・ああ、そうか。おれは得意なものばかりで、勝負しようとしているんだなあ。そういう気づきがあった。
ある日、タイピングの速度を測ってみましょうと、研修中に上司から言われた。同じ部署に配属された20人が、一斉に文字を打ちはじめる。ズームのどこかから、カタカタカタ、パチパチパチ、ドドドドドド。いろんな音が聞こえてきて、おもしろい。ぼくも同様に文章を打ちつづけていると「終わり!やめてくださいー!」という声。その合図を受けて、全員がシートにスコアなるものを記入する。ぼくは、思いのほか点数が低かった。

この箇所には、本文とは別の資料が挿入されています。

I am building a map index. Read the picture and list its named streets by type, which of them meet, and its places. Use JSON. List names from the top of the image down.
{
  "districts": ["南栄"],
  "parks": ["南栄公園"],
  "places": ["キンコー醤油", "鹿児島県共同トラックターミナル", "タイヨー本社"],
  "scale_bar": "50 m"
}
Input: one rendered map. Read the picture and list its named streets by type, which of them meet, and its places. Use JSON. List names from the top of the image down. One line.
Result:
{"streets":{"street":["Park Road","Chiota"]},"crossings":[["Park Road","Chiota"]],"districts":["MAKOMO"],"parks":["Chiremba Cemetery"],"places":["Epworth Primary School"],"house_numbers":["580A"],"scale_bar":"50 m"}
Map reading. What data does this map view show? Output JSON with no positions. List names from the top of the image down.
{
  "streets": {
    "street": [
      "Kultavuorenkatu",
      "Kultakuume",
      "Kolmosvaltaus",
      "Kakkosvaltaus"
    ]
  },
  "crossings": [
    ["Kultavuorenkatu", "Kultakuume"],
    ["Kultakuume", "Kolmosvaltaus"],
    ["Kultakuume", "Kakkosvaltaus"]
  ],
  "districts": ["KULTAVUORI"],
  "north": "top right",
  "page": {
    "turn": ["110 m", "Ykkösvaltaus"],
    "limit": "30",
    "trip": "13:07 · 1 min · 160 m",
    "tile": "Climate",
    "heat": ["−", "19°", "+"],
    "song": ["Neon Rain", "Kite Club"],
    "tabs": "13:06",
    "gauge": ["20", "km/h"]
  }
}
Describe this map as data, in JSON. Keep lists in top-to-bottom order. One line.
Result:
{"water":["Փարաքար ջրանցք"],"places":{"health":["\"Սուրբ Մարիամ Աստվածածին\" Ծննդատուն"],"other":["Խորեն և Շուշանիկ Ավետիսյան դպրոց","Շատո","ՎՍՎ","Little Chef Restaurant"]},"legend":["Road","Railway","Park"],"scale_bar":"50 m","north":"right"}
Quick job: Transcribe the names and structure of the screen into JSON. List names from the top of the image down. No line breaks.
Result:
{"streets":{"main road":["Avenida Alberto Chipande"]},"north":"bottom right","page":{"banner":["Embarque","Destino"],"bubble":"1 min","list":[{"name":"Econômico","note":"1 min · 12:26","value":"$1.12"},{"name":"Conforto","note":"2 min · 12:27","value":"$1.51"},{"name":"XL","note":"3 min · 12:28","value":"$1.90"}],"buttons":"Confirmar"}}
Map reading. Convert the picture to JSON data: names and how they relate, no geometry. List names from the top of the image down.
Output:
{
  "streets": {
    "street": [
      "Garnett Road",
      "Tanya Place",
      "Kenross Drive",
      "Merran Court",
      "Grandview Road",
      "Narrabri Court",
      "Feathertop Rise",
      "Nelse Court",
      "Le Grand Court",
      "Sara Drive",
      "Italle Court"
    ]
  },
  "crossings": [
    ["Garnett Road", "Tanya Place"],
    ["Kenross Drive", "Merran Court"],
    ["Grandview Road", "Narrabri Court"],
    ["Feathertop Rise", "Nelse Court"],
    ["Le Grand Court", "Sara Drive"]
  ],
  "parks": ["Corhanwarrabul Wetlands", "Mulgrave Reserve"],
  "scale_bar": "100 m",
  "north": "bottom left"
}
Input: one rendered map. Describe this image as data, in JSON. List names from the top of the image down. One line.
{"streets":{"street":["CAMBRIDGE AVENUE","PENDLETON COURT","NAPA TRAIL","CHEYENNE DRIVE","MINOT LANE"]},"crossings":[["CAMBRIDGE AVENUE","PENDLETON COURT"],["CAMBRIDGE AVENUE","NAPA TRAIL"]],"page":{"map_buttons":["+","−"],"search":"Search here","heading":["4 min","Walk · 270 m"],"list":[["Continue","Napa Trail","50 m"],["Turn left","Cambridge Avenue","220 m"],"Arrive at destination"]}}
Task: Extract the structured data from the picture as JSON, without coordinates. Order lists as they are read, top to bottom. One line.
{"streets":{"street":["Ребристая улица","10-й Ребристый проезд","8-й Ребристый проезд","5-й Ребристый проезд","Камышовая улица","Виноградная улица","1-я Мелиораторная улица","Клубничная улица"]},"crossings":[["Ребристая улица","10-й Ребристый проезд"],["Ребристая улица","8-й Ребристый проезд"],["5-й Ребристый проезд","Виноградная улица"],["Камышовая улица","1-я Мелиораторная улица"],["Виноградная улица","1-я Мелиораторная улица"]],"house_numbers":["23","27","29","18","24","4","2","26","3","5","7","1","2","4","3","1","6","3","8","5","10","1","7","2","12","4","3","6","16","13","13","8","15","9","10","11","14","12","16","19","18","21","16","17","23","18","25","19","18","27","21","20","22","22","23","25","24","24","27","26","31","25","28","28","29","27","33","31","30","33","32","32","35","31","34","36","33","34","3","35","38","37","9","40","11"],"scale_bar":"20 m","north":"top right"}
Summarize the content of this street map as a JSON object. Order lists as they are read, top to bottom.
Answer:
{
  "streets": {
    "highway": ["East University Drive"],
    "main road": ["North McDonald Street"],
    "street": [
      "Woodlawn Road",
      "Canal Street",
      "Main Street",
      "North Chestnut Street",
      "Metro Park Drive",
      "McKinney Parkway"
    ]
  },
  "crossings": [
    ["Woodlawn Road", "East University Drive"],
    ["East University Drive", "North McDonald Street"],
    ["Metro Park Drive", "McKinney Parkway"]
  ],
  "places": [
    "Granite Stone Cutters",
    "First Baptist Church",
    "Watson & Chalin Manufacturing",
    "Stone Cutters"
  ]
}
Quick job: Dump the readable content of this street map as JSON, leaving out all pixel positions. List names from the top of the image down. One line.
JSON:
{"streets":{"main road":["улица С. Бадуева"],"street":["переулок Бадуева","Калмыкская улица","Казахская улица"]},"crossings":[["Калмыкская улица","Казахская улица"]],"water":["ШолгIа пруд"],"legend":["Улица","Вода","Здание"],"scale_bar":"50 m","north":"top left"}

じぶんは全体で、真ん中より少し上くらいだった。その事実を、受け止めきれない”自分”もいた。タイピングには自信があるほうだったのに、意外と遅い。なぜだろうと、頭じゅうで理由を考える。いくつかある理由のうちに、エセンシャルなものが「タイプミスが多い」ということであると分かった。測定中のぼくはスピードを意識するあまり、ミスを連発していた。スコアにはタイプした文字数だけでなく、誤まってタイプした文字数も加味される。それでは点数が伸びるはずがない。
考えてみると、ふだんから「打ちやすい位置」にあるサウンドを多用して、文章を打つという癖があった。もちろんキーボードは頻出の単語が打ちやすいように、よく使うアルファベット(K、N、T、Iなど)が人差し指と中指の動きやすい位置にあるよう設計されている。とはいえ、その上でタイピングしやすい「ことば」を無意識に使うようになっていたんだと思う。その結果、ふだん使わないアルファベットを測定中に指示されると、慣れていないのでミスしてしまった。
得意なものだけで勝負できているうちは、物事がスムーズに進む。しかし苦手なものを使わざるを得ない状況に陥ったときに、決まってスピードが落ちる。円滑に物事を進めるためには「①得意なもので勝負できるよう働きかける」か「②苦手を克服する」の選択を取らなければならない。ぼくは前者でやってきた人間だが、仕事においては、最低限のレベルで克服しておくべき”苦手”が存在すると思う。キーボード操作は生産性に直結し、避けては通れない”苦手”なので克服しておきたい。
克服するかどうかの”苦手”をみる上で、ポイントは「最低限かどうか」である。その苦手は”最低限”直しておいたほうがいいの?ということ。きっと誰にでも得意なことはあり、その得意なことを目立たせる上で、苦手なことはあったほうがいい。そのほうが全てがある程度できてしまうより、得意なことが目立つのである。
今日も「頭サビ9割」に来てくださって、ありがとうございました。